(Records from a dataset)
Segment Open

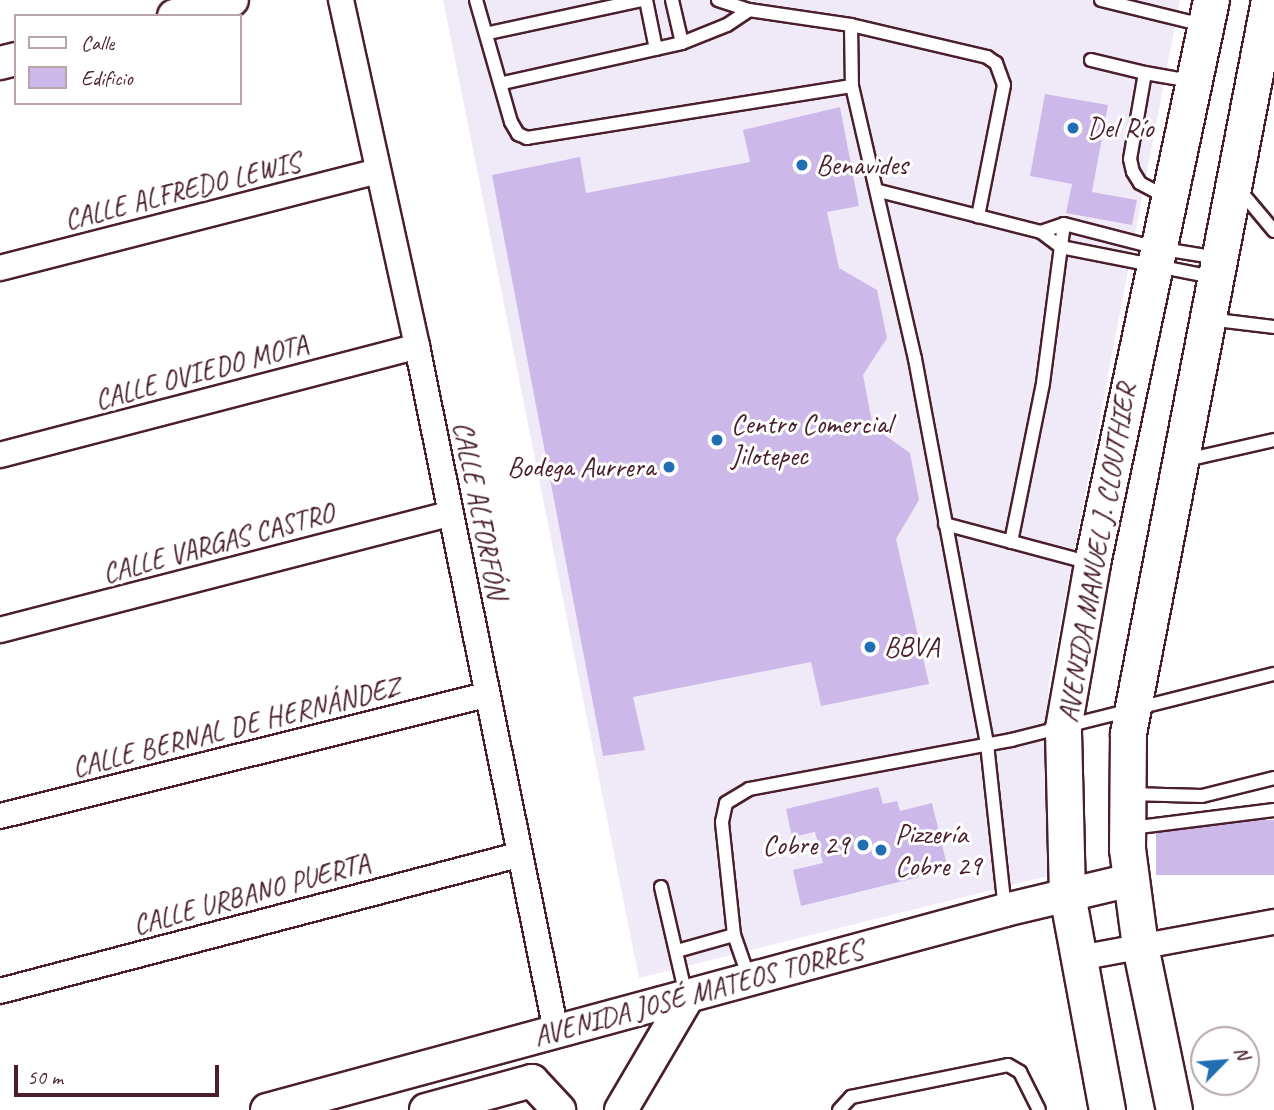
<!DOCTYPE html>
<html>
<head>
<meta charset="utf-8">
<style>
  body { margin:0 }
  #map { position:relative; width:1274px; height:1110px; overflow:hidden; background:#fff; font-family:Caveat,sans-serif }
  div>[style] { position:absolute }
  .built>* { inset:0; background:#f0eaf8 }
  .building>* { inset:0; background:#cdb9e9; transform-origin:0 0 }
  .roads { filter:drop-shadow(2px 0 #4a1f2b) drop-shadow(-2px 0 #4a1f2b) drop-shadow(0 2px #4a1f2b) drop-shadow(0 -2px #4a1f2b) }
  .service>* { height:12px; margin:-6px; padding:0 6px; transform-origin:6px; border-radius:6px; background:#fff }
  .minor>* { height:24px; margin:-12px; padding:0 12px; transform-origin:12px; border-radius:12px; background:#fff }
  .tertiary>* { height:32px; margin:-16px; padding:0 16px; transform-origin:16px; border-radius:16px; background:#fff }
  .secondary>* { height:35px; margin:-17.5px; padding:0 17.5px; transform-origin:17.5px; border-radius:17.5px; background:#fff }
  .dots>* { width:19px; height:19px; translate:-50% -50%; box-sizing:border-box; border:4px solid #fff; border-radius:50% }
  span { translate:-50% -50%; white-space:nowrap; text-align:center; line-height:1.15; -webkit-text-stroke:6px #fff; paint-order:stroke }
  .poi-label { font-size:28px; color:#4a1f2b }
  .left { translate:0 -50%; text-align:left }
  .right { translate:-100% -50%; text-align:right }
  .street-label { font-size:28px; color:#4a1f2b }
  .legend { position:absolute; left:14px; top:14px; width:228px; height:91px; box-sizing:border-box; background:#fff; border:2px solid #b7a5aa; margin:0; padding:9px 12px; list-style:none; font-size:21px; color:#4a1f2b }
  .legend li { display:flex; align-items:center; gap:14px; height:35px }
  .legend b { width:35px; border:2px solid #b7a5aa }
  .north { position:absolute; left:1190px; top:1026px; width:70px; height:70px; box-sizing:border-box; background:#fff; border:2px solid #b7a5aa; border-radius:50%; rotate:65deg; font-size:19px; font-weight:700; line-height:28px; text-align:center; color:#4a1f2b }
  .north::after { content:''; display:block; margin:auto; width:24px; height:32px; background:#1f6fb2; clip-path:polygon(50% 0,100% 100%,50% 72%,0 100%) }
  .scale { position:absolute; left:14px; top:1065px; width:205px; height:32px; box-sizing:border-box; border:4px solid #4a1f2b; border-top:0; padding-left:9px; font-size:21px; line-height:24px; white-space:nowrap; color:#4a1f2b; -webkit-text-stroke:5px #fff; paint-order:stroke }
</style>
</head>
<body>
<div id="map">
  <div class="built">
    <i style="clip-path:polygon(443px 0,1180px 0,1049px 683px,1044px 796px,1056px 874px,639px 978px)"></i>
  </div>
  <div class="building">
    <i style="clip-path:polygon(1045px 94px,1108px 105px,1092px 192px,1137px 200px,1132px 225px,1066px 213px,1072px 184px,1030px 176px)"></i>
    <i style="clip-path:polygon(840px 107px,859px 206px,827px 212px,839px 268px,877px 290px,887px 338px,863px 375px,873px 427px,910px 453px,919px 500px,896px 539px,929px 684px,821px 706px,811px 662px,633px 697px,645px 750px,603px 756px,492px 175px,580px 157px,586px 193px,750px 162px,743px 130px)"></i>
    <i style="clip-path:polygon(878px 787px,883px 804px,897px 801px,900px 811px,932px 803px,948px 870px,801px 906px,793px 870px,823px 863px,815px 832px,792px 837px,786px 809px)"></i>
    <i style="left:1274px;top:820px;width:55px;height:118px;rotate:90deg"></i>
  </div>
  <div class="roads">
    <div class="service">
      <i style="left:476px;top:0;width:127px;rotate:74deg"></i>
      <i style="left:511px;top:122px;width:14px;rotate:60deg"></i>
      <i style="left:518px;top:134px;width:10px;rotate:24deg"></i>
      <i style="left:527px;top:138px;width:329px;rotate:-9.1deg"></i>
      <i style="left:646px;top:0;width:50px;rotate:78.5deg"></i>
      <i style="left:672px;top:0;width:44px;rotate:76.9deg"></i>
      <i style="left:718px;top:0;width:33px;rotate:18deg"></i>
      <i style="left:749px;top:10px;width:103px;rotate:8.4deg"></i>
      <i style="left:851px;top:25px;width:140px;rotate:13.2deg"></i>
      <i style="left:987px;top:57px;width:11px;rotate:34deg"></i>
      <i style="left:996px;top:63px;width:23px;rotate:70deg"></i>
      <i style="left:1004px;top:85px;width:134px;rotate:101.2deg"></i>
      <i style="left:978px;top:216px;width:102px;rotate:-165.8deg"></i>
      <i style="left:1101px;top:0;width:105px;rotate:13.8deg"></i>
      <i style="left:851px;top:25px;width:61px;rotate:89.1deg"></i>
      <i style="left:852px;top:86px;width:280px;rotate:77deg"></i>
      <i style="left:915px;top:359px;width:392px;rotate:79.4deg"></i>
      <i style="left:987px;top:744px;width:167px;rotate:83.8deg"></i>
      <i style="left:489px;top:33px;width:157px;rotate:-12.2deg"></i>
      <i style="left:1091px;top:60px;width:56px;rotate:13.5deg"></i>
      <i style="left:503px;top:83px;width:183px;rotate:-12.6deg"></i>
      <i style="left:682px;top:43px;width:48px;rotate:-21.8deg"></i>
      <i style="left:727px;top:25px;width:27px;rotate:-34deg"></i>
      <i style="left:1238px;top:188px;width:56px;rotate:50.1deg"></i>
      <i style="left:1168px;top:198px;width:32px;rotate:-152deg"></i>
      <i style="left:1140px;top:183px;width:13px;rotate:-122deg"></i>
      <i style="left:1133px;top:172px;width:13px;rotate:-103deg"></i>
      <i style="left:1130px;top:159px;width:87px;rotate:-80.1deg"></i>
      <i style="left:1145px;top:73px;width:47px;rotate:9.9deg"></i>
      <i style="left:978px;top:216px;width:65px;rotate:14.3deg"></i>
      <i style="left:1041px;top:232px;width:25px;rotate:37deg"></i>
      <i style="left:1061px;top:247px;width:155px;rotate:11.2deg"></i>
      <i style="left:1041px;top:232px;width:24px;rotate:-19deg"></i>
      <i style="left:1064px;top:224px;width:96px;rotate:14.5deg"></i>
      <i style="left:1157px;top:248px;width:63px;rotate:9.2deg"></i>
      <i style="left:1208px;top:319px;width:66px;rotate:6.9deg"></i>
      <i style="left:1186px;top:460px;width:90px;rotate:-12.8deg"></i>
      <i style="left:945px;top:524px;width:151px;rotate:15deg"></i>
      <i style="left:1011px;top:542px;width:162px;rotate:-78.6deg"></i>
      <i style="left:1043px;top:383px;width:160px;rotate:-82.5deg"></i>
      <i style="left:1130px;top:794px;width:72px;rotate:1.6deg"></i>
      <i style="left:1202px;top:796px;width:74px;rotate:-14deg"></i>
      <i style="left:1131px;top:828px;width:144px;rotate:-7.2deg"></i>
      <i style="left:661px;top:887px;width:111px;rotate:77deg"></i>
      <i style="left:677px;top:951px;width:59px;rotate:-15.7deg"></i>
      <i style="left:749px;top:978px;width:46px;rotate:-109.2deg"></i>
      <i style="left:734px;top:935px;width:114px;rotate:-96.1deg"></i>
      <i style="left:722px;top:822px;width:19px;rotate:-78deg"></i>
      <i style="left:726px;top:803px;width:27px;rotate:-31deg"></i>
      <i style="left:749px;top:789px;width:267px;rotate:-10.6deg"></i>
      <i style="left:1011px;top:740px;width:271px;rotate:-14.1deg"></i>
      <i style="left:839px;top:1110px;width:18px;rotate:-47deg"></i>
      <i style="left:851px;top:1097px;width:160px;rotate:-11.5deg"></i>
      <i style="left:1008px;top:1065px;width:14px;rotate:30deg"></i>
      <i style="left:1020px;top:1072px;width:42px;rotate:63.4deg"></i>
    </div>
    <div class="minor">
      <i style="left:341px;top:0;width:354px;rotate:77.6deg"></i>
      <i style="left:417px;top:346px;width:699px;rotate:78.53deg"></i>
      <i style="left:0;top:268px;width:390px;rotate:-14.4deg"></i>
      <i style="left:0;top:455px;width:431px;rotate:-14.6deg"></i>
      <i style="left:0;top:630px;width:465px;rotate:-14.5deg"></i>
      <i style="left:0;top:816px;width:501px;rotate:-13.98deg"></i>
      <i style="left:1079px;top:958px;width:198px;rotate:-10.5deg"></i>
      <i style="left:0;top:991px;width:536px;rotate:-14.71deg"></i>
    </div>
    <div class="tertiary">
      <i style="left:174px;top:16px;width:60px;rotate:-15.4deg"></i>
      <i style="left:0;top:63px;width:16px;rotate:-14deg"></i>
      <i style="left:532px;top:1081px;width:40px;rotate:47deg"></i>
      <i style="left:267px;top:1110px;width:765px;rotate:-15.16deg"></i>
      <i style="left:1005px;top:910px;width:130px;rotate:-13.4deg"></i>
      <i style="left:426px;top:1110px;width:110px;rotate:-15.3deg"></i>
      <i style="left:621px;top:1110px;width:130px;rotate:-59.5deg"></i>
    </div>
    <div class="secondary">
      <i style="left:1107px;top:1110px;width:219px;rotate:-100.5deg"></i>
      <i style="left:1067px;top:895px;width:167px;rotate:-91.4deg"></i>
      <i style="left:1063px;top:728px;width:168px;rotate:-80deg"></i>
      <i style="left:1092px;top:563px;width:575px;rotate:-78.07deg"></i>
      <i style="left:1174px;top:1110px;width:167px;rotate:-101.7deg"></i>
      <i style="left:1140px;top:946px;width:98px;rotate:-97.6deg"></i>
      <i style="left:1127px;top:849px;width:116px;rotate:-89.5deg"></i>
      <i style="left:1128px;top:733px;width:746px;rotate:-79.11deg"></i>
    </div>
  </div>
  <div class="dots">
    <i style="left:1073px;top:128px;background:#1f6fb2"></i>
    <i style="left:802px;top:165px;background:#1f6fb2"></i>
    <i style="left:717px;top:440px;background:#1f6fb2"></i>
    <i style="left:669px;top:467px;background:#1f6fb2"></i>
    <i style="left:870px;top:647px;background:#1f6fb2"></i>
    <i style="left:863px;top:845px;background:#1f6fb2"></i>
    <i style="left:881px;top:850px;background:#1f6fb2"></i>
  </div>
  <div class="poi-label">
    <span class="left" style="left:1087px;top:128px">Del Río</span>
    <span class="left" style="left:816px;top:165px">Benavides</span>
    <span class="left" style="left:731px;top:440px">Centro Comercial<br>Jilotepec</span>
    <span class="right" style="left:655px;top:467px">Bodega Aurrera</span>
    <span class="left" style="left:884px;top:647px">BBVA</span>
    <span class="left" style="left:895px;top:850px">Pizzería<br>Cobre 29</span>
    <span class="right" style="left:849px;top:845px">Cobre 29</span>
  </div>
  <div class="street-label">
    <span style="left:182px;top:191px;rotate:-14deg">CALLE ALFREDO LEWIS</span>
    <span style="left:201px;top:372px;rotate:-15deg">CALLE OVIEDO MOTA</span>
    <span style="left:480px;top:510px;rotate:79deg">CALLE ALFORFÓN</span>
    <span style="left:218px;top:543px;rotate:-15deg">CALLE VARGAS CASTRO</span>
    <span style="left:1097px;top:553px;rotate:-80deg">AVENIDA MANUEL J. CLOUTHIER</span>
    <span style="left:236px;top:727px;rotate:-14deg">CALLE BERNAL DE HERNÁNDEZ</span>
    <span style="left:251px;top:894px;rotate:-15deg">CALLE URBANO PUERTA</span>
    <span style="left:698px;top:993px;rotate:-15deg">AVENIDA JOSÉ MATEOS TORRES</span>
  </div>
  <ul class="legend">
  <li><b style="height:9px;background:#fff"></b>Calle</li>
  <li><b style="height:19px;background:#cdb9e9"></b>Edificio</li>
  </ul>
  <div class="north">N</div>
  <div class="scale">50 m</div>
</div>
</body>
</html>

Segment Closed

- **EXERCISE DESCRIPTION**
Copy exactly what appears in the entries, beginning with the first line and ending with the line that has "display:flex; align-items:center; gap:14px;", but not the pictures.

- **EXERCISE RESPONSE**
<!DOCTYPE html>
<html>
<head>
<meta charset="utf-8">
<style>
  body { margin:0 }
  #map { position:relative; width:1274px; height:1110px; overflow:hidden; background:#fff; font-family:Caveat,sans-serif }
  div>[style] { position:absolute }
  .built>* { inset:0; background:#f0eaf8 }
  .building>* { inset:0; background:#cdb9e9; transform-origin:0 0 }
  .roads { filter:drop-shadow(2px 0 #4a1f2b) drop-shadow(-2px 0 #4a1f2b) drop-shadow(0 2px #4a1f2b) drop-shadow(0 -2px #4a1f2b) }
  .service>* { height:12px; margin:-6px; padding:0 6px; transform-origin:6px; border-radius:6px; background:#fff }
  .minor>* { height:24px; margin:-12px; padding:0 12px; transform-origin:12px; border-radius:12px; background:#fff }
  .tertiary>* { height:32px; margin:-16px; padding:0 16px; transform-origin:16px; border-radius:16px; background:#fff }
  .secondary>* { height:35px; margin:-17.5px; padding:0 17.5px; transform-origin:17.5px; border-radius:17.5px; background:#fff }
  .dots>* { width:19px; height:19px; translate:-50% -50%; box-sizing:border-box; border:4px solid #fff; border-radius:50% }
  span { translate:-50% -50%; white-space:nowrap; text-align:center; line-height:1.15; -webkit-text-stroke:6px #fff; paint-order:stroke }
  .poi-label { font-size:28px; color:#4a1f2b }
  .left { translate:0 -50%; text-align:left }
  .right { translate:-100% -50%; text-align:right }
  .street-label { font-size:28px; color:#4a1f2b }
  .legend { position:absolute; left:14px; top:14px; width:228px; height:91px; box-sizing:border-box; background:#fff; border:2px solid #b7a5aa; margin:0; padding:9px 12px; list-style:none; font-size:21px; color:#4a1f2b }
  .legend li { display:flex; align-items:center; gap:14px; height:35px }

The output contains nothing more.